> **Directions**
Among the entries that follow, find every line with the word "fabs" and list it.

> **Collected data**
──────────────────────────────
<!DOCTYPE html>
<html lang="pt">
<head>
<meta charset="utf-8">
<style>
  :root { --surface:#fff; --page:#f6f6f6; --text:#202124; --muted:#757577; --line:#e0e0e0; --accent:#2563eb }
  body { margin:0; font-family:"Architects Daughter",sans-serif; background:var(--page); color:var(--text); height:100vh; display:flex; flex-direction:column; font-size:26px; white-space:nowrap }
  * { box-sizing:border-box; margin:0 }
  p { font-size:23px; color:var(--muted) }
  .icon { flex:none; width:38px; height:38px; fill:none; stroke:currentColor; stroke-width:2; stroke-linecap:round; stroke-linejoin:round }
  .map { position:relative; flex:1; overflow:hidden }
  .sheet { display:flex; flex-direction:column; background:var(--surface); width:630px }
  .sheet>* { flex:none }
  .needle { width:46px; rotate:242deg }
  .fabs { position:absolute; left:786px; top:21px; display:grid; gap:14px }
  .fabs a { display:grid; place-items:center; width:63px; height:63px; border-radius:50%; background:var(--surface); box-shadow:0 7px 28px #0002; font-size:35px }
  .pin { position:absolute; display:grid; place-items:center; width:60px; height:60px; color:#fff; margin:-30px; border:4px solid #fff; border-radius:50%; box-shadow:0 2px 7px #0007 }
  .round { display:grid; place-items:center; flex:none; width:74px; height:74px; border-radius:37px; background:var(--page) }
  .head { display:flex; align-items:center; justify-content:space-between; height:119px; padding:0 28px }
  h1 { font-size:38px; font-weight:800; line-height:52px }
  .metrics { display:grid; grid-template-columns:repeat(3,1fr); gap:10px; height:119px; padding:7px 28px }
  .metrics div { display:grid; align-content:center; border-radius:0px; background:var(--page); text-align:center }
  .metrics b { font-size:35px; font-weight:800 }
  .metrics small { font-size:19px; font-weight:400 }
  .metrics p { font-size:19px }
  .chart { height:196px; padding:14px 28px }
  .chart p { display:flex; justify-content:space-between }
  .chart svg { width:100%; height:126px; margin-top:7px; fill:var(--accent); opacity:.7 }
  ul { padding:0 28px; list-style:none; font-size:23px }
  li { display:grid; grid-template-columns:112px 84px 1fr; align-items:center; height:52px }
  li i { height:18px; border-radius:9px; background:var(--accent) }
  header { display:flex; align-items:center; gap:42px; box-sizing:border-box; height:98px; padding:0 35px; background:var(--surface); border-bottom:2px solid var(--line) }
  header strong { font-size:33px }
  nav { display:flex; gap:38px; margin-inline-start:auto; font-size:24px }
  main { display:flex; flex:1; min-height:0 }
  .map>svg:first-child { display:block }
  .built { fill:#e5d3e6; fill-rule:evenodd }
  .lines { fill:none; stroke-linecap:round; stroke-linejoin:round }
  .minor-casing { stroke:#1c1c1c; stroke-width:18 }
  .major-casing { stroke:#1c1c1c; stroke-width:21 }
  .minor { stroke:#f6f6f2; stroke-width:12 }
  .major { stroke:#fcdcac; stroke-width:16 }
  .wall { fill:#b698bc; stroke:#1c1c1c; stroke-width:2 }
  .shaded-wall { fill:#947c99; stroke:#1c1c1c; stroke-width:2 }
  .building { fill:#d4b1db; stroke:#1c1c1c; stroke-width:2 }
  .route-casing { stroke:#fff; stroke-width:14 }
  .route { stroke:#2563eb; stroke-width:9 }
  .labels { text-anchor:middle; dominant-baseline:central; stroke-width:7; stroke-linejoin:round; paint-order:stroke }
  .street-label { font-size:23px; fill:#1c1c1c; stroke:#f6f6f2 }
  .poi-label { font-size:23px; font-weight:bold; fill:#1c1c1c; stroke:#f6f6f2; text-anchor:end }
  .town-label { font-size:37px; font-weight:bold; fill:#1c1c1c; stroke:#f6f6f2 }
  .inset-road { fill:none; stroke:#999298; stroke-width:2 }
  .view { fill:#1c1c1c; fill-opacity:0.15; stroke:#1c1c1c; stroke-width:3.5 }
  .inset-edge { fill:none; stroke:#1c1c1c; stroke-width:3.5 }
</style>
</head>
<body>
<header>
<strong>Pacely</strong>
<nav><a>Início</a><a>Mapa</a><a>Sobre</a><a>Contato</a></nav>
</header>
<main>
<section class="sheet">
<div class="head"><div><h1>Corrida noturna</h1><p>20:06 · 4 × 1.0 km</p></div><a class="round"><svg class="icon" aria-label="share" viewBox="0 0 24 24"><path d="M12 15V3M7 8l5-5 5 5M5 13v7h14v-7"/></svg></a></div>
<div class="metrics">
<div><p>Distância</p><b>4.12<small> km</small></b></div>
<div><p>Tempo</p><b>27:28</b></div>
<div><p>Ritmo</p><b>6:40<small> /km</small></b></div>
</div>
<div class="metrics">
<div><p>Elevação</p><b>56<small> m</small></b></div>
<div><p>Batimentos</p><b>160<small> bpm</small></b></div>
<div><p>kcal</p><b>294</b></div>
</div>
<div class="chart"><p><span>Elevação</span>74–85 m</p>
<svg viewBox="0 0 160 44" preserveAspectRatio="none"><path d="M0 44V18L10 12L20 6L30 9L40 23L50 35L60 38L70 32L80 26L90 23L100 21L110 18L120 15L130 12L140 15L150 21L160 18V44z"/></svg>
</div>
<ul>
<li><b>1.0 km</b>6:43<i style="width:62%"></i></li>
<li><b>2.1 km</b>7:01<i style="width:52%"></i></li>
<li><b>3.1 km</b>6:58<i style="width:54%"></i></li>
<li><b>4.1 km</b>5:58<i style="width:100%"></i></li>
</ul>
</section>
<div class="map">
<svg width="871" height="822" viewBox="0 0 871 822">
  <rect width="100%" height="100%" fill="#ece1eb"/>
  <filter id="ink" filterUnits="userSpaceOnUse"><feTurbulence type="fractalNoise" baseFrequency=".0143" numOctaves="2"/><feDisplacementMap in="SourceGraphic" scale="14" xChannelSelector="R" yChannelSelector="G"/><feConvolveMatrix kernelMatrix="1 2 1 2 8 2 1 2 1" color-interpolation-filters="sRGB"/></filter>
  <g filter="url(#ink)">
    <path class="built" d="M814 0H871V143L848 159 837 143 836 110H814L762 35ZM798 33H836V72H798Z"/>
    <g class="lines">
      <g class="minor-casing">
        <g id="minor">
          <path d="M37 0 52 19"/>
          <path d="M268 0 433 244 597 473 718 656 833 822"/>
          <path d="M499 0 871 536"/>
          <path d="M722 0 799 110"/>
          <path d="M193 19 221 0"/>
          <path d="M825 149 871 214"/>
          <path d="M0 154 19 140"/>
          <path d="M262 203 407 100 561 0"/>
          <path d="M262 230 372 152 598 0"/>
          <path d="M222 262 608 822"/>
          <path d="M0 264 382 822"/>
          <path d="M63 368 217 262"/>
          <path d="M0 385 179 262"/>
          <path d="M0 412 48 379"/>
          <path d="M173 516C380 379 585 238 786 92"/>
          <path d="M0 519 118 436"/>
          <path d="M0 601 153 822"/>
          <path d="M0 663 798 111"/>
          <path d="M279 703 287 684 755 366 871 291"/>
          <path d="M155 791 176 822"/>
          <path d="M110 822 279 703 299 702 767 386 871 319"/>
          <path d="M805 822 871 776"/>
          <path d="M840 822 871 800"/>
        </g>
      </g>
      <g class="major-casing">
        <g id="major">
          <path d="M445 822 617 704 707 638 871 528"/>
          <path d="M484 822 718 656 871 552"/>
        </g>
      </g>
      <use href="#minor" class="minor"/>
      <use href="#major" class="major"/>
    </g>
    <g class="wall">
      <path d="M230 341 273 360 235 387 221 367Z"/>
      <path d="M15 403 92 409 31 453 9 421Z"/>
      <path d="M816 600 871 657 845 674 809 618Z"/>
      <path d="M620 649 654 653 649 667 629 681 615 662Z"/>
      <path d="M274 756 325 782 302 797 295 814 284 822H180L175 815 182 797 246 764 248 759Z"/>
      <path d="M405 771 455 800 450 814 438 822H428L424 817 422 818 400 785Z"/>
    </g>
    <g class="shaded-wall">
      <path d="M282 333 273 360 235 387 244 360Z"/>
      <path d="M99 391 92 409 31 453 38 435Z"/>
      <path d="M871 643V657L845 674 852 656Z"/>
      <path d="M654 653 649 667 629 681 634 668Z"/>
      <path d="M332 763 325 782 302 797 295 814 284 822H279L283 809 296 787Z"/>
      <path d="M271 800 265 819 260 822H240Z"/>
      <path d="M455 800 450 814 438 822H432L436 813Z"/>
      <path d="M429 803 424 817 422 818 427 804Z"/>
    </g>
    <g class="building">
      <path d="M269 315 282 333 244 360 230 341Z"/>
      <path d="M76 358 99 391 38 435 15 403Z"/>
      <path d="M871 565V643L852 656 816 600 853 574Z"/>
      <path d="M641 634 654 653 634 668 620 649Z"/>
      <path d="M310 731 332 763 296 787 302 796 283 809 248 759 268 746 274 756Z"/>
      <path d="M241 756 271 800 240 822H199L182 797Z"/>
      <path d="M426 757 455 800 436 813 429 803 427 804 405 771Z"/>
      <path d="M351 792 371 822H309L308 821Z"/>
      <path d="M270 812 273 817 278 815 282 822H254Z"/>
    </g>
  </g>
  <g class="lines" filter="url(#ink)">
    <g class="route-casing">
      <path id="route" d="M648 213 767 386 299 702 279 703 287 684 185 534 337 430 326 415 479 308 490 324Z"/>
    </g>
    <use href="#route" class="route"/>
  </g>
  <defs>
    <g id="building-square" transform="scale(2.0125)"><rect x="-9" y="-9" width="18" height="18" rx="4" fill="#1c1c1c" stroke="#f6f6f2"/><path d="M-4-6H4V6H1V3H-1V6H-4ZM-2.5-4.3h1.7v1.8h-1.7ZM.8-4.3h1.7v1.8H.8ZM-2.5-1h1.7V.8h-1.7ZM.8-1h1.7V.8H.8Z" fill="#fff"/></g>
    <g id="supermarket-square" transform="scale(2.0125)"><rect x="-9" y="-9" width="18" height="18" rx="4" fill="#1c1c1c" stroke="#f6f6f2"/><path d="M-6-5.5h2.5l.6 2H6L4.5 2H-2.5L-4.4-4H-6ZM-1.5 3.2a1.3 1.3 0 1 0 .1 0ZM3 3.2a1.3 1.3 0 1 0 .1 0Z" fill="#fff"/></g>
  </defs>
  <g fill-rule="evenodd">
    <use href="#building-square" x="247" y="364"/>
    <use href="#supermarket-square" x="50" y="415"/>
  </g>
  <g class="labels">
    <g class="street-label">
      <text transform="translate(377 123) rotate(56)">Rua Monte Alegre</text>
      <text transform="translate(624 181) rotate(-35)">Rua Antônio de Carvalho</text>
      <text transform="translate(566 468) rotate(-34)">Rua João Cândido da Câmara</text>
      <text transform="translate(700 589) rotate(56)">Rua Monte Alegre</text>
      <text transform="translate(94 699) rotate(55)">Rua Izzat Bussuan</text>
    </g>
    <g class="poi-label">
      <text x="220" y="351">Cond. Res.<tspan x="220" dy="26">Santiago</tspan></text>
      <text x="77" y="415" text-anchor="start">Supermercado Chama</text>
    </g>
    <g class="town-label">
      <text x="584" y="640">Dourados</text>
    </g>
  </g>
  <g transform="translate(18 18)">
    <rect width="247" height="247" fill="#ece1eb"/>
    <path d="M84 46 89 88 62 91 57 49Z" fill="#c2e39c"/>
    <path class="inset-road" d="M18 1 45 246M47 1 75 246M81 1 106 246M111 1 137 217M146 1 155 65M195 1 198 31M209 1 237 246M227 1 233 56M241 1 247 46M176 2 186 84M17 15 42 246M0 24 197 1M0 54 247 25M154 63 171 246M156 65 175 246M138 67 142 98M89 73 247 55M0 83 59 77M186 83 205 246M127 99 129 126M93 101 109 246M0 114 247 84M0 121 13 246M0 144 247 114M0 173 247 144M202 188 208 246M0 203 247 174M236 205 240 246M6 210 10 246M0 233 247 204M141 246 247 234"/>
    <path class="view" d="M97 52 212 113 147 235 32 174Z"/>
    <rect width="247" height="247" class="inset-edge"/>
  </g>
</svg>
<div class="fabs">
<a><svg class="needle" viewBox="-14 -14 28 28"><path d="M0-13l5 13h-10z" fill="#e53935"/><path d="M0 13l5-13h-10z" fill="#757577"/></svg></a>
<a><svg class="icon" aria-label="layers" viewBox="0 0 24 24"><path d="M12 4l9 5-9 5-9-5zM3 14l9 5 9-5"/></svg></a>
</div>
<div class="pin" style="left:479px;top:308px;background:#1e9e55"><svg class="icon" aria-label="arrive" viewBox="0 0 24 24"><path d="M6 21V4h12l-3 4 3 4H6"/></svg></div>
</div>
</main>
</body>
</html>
──────────────────────────────
> **Answer to this problem**
  .fabs { position:absolute; left:786px; top:21px; display:grid; gap:14px }
  .fabs a { display:grid; place-items:center; width:63px; height:63px; border-radius:50%; background:var(--surface); box-shadow:0 7px 28px #0002; font-size:35px }
<div class="fabs">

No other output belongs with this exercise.